Please copy each line from the entries that contains the string "service".
(Entries supplied)
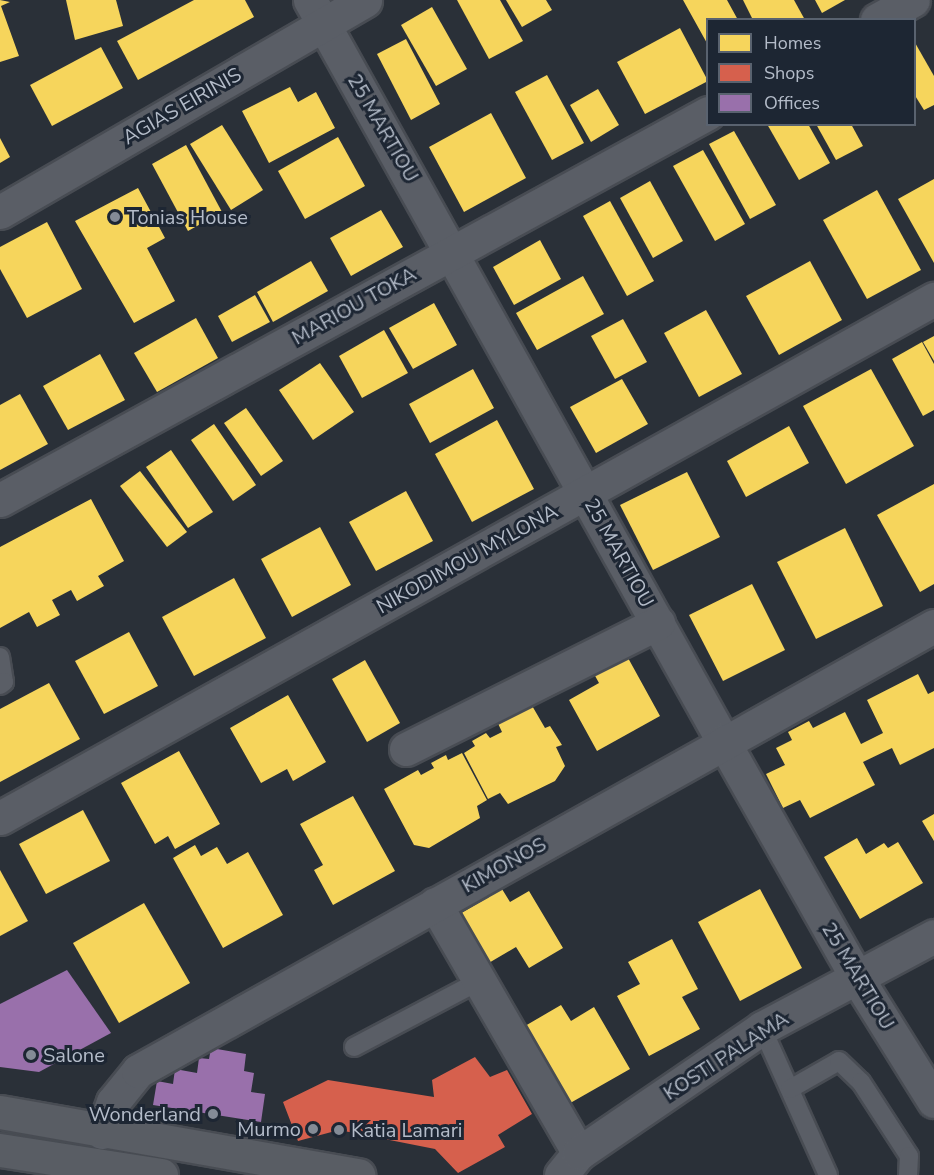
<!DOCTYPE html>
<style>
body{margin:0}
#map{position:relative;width:934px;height:1175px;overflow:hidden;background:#2a3038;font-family:"Nunito Sans",sans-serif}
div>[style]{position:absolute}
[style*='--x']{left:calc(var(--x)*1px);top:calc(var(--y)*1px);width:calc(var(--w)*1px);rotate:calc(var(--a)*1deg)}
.homes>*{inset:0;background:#f6d55c}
.shops>*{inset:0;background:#d6604d}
.offices>*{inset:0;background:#9970ab}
.roads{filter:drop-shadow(2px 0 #484c53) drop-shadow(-2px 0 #484c53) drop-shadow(0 2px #484c53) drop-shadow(0 -2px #484c53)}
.service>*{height:18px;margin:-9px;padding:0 9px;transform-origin:9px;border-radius:9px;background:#5a5e66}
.minor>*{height:33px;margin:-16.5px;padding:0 16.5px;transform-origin:16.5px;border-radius:16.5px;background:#5a5e66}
.tertiary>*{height:33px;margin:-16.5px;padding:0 16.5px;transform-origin:16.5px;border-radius:16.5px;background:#5a5e66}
.secondary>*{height:33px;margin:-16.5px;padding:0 16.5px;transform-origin:16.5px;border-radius:16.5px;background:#595d64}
.dots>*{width:16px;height:16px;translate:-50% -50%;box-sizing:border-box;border:3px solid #1d2633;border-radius:50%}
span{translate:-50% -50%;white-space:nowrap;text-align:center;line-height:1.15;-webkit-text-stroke:6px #1d2633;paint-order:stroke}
.street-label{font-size:20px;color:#b4bcc9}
.poi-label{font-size:20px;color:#b4bcc9}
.left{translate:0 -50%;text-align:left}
.right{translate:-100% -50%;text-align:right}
.legend{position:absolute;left:706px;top:18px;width:210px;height:108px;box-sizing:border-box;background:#1d2633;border:2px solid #59626f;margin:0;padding:8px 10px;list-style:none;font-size:18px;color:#b4bcc9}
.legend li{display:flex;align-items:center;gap:12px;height:30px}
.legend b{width:30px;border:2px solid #59626f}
</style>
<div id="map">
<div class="homes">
<i style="clip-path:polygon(0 0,10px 2px,1px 6px,19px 56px,0 62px)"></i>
<i style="clip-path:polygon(66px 0,116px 0,123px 26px,75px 40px)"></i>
<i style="clip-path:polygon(194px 0,245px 0,254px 17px,138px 80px,117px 41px)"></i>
<i style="clip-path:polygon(457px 0,500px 0,523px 41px,489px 59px)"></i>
<i style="clip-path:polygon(506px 0,546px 0,552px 10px,522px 27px)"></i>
<i style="clip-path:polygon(683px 0,727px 0,738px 20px,708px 20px,708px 45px)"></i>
<i style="clip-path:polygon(743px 0,794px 0,805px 20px,753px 20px)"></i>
<i style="clip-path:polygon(815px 0,845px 0,822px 13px)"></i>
<i style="clip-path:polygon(432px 7px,467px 69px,436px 86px,401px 25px)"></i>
<i style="clip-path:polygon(680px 28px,708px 81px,645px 114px,617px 62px)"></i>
<i style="clip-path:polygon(406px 39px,440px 104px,411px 120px,377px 54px)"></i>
<i style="clip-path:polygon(914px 41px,934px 76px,934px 105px,924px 110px,914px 94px)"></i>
<i style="clip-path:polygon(101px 47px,123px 88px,52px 126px,30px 85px)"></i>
<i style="clip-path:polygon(547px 75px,584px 143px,552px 160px,515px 92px)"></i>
<i style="clip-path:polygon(290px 87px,298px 102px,316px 92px,335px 128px,269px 163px,242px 111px)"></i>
<i style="clip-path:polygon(598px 89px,619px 125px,591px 142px,570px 105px)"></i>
<i style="clip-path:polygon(491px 113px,526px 178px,464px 212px,429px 147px)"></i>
<i style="clip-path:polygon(767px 124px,808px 124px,830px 163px,799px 180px)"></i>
<i style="clip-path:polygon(816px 124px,851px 124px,863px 146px,836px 160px)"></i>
<i style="clip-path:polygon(222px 125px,263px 190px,231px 210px,190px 144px)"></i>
<i style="clip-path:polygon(734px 131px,776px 205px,750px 219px,709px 144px)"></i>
<i style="clip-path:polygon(338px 137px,365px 186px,305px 219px,278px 171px)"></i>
<i style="clip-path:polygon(0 138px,10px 157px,0 163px)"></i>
<i style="clip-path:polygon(186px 145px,222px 212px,188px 231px,152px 164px)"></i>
<i style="clip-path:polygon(703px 150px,745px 224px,715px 241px,673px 166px)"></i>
<i style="clip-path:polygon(934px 179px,934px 263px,898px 199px)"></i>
<i style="clip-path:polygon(650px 181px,683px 241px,653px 258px,620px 198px)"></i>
<i style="clip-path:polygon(138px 188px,165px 238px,147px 248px,175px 301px,134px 323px,75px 221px)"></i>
<i style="clip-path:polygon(877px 190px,921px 270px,867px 299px,823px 220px)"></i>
<i style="clip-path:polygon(610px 201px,654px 281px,627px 296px,583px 216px)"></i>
<i style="clip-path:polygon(381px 210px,403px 247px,351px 276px,330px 238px)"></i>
<i style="clip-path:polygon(47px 222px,82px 289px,27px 318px,0 269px,0 247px)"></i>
<i style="clip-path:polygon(540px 240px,561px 279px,514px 305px,493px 267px)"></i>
<i style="clip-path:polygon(311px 261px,328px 291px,273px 322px,257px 292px)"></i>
<i style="clip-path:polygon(810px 261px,842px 320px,779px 355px,746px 296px)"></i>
<i style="clip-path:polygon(583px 276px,604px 314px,537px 350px,516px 313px)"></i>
<i style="clip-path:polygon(255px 295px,270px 322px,232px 342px,218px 316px)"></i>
<i style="clip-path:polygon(434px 303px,457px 345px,413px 369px,389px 328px)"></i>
<i style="clip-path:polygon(706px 310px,742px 374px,699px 397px,664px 333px)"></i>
<i style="clip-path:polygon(196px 318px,218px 358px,157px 392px,134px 353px)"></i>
<i style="clip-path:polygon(623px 319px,647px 362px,615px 379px,591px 336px)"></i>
<i style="clip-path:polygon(384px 330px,408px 373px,362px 398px,339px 356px)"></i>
<i style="clip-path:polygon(934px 336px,934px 361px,923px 342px)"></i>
<i style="clip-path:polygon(922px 342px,934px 364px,934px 410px,923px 416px,892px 359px)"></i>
<i style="clip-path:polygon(100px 354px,125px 400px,68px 430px,43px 386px)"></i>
<i style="clip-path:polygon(320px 363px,354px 412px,313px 440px,279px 390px)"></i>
<i style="clip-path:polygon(473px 369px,494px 408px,430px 443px,409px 404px)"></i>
<i style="clip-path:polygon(871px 369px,914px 446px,846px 484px,803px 406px)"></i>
<i style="clip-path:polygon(622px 379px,648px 424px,596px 453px,570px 407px)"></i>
<i style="clip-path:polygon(20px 394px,48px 444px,0 470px,0 405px)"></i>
<i style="clip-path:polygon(246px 408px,283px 461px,261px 476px,224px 423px)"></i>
<i style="clip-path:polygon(497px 420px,534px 489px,472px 522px,435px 454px)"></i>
<i style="clip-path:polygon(214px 424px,256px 485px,233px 501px,191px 440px)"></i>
<i style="clip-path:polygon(789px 426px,809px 463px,746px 497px,727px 461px)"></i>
<i style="clip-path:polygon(171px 450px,213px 512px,188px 528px,146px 467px)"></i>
<i style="clip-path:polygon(140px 471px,187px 532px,167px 547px,120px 486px)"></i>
<i style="clip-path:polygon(687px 472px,720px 537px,653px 570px,620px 505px)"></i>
<i style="clip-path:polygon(934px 484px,934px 584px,920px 592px,877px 515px)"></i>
<i style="clip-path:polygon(406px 491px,433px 541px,376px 571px,349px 522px)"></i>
<i style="clip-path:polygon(91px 499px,124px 561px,98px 576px,104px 586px,77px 601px,71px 590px,52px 600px,60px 615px,37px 627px,29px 612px,0 628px,0 547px)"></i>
<i style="clip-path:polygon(320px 527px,351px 585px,292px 617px,261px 559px)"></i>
<i style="clip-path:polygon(845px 528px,883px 606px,816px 639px,777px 562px)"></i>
<i style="clip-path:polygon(234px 578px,266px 638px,194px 676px,162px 617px)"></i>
<i style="clip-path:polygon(752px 584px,785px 650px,723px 681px,689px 615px)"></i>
<i style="clip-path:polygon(129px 632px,158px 686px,104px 714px,75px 661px)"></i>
<i style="clip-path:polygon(622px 647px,660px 716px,597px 751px,569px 700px,599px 683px,589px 665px)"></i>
<i style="clip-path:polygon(365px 660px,400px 723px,367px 742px,332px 679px)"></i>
<i style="clip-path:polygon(918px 674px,928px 694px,934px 691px,934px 748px,900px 765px,892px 748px,863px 762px,875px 785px,810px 818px,800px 800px,783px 808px,766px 774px,785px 765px,776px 748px,792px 740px,788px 732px,809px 721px,813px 728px,845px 712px,861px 744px,883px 733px,867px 700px)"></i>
<i style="clip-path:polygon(49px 683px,80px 739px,0 782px,0 709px)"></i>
<i style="clip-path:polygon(288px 695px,326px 762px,293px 781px,287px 769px,261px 783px,230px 728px)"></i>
<i style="clip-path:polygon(527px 697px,545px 728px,550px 726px,562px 745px,556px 747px,565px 766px,555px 781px,508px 804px,500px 793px,488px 799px,464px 753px,475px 746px,472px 741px,486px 733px,490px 738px,502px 732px,494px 715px)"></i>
<i style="clip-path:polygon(179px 751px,220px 824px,175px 849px,168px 836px,155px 844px,121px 783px)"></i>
<i style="clip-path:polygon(462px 753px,487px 800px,477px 806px,480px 818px,429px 848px,414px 845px,384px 789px,418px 770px,421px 775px,434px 768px,431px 763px,446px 755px,448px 760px)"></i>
<i style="clip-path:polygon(353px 796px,395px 871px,333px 905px,314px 870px,323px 865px,300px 824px)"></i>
<i style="clip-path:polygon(83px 810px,110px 861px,46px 894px,19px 844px)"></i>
<i style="clip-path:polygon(934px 814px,934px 841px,922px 821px)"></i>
<i style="clip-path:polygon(857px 838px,866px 854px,884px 843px,888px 848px,898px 842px,923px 883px,860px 919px,824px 857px)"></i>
<i style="clip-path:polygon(195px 845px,201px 856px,217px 847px,227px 864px,248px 852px,283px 915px,223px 948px,173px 858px)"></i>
<i style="clip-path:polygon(0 870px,28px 921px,0 936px)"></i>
<i style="clip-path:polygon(502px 889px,510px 902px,529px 891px,563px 948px,529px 968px,516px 947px,487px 964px,458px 915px)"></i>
<i style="clip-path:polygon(760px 889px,802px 968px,740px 1001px,698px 922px)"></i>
<i style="clip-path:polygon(144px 903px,190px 983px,119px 1023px,73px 943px)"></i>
<i style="clip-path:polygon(672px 939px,698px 989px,682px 997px,700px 1029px,649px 1056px,617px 996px,640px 984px,628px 962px)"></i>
<i style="clip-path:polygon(561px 1005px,571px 1021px,594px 1007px,630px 1069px,558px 1110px,513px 1033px)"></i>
</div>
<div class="shops">
<i style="clip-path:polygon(475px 1057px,490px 1077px,507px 1070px,532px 1114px,498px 1135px,505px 1147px,458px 1173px,435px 1149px,339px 1130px,298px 1141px,283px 1102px,328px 1080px,434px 1097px,432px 1080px)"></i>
</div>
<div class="offices">
<i style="clip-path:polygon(67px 970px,111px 1033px,39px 1072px,0 1067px,0 1004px)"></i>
<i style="clip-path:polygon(211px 1048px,246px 1054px,244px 1071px,254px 1073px,251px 1092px,265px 1094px,261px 1122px,153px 1105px,157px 1081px,173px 1084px,175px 1069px,197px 1073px,199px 1058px,209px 1059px)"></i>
</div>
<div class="roads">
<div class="service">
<i style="--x:0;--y:657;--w:25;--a:81"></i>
<i style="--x:4;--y:682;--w:5;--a:143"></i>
<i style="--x:762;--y:1028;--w:161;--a:65.8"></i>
<i style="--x:354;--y:1047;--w:141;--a:-27.8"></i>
<i style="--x:790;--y:1089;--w:56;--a:-29.7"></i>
<i style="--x:839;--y:1061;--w:30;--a:44"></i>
<i style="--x:861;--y:1082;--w:88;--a:57"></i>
<i style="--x:909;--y:1156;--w:19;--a:93"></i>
</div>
<div class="minor">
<i style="--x:310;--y:0;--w:848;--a:60.87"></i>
<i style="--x:723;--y:741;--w:272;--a:60.5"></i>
<i style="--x:857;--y:978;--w:145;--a:58"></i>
<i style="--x:877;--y:20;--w:41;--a:-29.1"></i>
<i style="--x:0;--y:212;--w:422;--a:-30.1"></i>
<i style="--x:0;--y:500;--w:807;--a:-28.66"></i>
<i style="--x:406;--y:749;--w:282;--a:-26.6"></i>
<i style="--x:435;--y:904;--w:288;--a:60"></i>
<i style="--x:102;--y:1132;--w:32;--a:-70"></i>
<i style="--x:113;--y:1102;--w:40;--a:-51"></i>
<i style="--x:138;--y:1071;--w:912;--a:-29.21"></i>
<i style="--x:561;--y:1175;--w:28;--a:-51"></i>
<i style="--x:579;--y:1153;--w:222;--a:-34.3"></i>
<i style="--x:762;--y:1028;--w:195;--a:-28.1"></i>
</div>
<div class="tertiary">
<i style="--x:0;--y:818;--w:1069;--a:-29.06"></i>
</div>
<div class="secondary">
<i style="--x:0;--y:1112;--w:364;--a:10"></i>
<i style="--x:0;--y:1150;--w:163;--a:8.8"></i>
</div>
</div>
<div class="dots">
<i style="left:115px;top:217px;background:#848b96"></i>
<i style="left:31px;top:1055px;background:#848b96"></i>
<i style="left:213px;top:1114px;background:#848b96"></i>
<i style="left:313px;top:1129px;background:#848b96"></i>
<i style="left:339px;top:1130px;background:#848b96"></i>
</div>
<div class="street-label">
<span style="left:182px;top:106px;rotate:-30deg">AGIAS EIRINIS</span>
<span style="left:383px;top:128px;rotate:60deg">25 MARTIOU</span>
<span style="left:354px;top:306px;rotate:-29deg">MARIOU TOKA</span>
<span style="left:619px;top:553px;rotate:61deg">25 MARTIOU</span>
<span style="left:467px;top:559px;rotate:-29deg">NIKODIMOU MYLONA</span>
<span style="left:504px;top:865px;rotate:-29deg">KIMONOS</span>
<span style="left:858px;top:976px;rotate:59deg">25 MARTIOU</span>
<span style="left:726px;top:1056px;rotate:-33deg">KOSTI PALAMA</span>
</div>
<div class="poi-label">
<span class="left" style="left:127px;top:217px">Tonias House</span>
<span class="left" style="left:43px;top:1055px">Salone</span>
<span class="right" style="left:201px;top:1114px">Wonderland</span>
<span class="right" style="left:301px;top:1129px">Murmo</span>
<span class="left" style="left:351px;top:1130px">Katia Lamari</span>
</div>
<ul class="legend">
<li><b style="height:16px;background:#f6d55c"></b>Homes</li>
<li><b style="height:16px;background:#d6604d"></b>Shops</li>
<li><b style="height:16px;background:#9970ab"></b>Offices</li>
</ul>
</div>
(End Entries supplied)
■ **Reply to the exercise**:
.service>*{height:18px;margin:-9px;padding:0 9px;transform-origin:9px;border-radius:9px;background:#5a5e66}
<div class="service">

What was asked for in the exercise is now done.